C’est très simple. Elles sont consignées et déposées sur la chaîne appelée bizarrement « Dieudonné officiel », qui est consultable sur YouTube. A la date du 29 août 2019, la chaîne comptait 358.281 abonnés ; 372.000, le 18 octobre 2019. Lorsque l’on clique sur l’accueil puis sur l’onglet « Vidéos » qui apparaît ensuite, on voit apparaître toutes les vidéos, au nombre de 450[15]. Elles sont classées par ordre chronologique. Certaines vidéos comptent 1.066.986 vues, comme « Dieudonné & la Police (En vérité, 2019) » ; 795.346 vues pour « Dieudonné répond à Zemmour et Valls // s05e05 » ; 1 214 857 vues : « Dieudonné – Caporal Lapoisse (Dieudonné & La Politique, 2017). »

Plus généralement, les vidéos comptent de 200 à 300.000 vues. Pour rappel, le 5 février 2014, L’Express racontait qu’une note de deux feuillets consacrée au phénomène Dieudonné, rédigée par la cellule de veille de l’Elysée, avait été déposée sur le bureau de François Hollande, à la fin d’octobre 2013. Le document soulignait l’importance de Dieudonné et le succès de ses vidéos sur YouTube et Facebook, les chiffres y étaient comparés à ceux des vidéos officielles de François Hollande et de Jean-Marc Ayrault postées sur Internet.

Lorsque  l’on regarde les vidéos, à la droite de notre écran, une rubrique apparaît, intitulée « Rediffusion des meilleurs messages du Chat » avec la  mention. « La rediffusion du chat en direct est activée. Les messages envoyés pendant la diffusion en direct s’afficheront ici. »
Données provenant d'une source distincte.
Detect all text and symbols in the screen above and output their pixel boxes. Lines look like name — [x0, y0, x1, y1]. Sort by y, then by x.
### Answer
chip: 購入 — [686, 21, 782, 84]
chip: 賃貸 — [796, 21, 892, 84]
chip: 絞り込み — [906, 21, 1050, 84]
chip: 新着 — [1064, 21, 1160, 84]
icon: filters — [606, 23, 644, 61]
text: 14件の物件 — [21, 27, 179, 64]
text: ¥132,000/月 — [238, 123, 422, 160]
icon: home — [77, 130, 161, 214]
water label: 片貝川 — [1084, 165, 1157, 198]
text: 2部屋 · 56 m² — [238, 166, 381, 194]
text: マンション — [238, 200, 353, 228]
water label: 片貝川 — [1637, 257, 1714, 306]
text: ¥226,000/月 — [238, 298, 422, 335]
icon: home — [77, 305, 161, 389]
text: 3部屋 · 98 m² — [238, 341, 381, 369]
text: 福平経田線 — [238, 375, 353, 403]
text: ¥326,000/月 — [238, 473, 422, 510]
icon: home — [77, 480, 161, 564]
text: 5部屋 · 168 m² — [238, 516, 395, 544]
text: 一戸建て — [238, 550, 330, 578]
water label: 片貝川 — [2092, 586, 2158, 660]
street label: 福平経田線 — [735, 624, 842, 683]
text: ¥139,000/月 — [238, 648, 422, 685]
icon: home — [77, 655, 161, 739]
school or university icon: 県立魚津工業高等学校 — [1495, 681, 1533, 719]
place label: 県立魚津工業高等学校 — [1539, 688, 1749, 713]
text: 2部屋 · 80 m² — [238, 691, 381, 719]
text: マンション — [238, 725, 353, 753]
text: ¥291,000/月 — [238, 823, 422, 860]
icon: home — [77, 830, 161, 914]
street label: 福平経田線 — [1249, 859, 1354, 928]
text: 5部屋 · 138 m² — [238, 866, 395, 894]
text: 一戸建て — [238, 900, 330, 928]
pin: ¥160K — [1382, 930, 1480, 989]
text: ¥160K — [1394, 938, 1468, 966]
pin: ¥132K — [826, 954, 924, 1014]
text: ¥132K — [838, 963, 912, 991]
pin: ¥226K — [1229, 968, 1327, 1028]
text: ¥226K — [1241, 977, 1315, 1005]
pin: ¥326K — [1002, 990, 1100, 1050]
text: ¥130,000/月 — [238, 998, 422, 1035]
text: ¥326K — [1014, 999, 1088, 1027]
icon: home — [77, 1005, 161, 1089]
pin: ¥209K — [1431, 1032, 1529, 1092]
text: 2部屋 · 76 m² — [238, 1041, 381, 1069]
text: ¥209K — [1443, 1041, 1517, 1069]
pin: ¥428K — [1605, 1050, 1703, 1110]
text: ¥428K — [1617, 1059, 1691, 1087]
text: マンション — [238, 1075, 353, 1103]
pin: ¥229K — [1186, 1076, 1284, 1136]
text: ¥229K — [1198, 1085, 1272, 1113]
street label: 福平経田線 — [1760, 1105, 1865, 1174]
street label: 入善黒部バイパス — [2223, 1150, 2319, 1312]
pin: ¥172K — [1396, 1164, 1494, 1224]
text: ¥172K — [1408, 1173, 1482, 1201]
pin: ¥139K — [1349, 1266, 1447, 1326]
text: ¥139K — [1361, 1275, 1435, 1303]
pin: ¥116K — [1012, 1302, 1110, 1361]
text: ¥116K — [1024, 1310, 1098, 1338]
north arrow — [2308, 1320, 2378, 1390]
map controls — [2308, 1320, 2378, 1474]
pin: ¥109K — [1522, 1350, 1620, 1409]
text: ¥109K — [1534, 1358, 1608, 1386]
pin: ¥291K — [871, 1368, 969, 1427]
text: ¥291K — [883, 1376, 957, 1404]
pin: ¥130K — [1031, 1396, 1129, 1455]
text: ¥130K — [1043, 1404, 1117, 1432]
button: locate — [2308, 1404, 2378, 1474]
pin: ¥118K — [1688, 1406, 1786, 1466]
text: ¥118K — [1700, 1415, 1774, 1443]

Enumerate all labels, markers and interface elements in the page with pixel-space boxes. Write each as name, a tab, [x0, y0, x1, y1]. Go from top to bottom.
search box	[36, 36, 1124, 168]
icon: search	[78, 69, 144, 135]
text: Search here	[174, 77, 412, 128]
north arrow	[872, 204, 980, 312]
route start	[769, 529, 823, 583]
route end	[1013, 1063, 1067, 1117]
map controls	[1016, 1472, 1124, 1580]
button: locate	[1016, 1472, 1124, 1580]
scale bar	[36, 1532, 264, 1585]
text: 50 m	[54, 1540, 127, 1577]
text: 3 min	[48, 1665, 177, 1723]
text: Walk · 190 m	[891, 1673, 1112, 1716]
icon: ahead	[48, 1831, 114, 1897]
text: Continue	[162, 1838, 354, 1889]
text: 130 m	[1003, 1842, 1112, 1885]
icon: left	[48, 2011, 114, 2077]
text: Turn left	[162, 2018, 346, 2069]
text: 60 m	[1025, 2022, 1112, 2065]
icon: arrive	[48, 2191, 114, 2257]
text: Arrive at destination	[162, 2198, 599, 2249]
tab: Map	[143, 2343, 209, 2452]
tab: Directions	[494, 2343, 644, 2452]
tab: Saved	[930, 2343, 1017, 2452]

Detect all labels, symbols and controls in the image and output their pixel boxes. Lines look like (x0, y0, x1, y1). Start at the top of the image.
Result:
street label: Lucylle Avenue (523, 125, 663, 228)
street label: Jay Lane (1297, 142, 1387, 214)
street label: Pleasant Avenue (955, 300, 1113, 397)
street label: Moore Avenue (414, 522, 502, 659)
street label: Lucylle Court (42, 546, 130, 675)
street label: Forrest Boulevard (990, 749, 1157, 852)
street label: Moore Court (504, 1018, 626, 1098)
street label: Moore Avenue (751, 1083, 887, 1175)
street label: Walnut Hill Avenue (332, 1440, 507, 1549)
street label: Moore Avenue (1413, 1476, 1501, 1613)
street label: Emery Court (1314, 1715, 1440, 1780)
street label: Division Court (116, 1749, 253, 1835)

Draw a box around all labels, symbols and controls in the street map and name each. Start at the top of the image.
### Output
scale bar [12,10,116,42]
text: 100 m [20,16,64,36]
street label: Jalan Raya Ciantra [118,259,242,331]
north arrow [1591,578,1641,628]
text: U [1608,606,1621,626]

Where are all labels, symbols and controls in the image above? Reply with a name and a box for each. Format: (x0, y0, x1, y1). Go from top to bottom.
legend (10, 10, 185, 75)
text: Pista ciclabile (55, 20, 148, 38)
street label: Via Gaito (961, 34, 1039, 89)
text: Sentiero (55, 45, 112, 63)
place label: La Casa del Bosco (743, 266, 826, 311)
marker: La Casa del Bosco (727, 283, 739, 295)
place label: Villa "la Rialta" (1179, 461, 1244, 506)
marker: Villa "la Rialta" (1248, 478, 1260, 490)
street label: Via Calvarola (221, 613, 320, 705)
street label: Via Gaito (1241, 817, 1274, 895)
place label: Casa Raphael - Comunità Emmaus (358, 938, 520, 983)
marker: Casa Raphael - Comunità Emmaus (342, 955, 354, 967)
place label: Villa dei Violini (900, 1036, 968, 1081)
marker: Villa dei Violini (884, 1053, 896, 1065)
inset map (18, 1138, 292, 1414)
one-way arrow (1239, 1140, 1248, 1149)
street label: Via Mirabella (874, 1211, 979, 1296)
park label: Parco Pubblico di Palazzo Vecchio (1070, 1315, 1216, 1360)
De quoi s’agit-il ? Les internautes ont la possibilité de rédiger des messages et de commenter les vidéos de Dieudonné. Et les messages s’égrènent les uns après les autres, à une vitesse folle. C’est une suite ininterrompue de commentaires scabreux, souvent débiles, bêbêtes, truffés de fautes d’orthographe et ponctués de petits smileys. Les spectateurs sont jeunes, quelquefois très jeunes. Ils sont happés par la provocation, et par mimétisme des uns et des autres, ils en rajoutent une couche. Les messages orduriers, violents, diffamatoires, peuvent se succéder à une vitesse folle. Le tour est joué. Dieudonné peut égrener son message, il a réussi à fidéliser un public, jeune, très jeune et inculte. Quoiqu’il dise, cela prendra. Aucune modération, aucune forme de modération ne viendra interrompre ce défilé grotesque de messages quelquefois orduriers, à l’écran. Les spectateurs se lâchent. Dieudonné participe de sa propre promotion, de sa propre mise en scène, de sa propre victimisation. N’est-il pas crucifié comme Jésus ? Dieudonné participe de sa propre gloire aussi. Il assume, il assure et le tout fonctionne parfaitement.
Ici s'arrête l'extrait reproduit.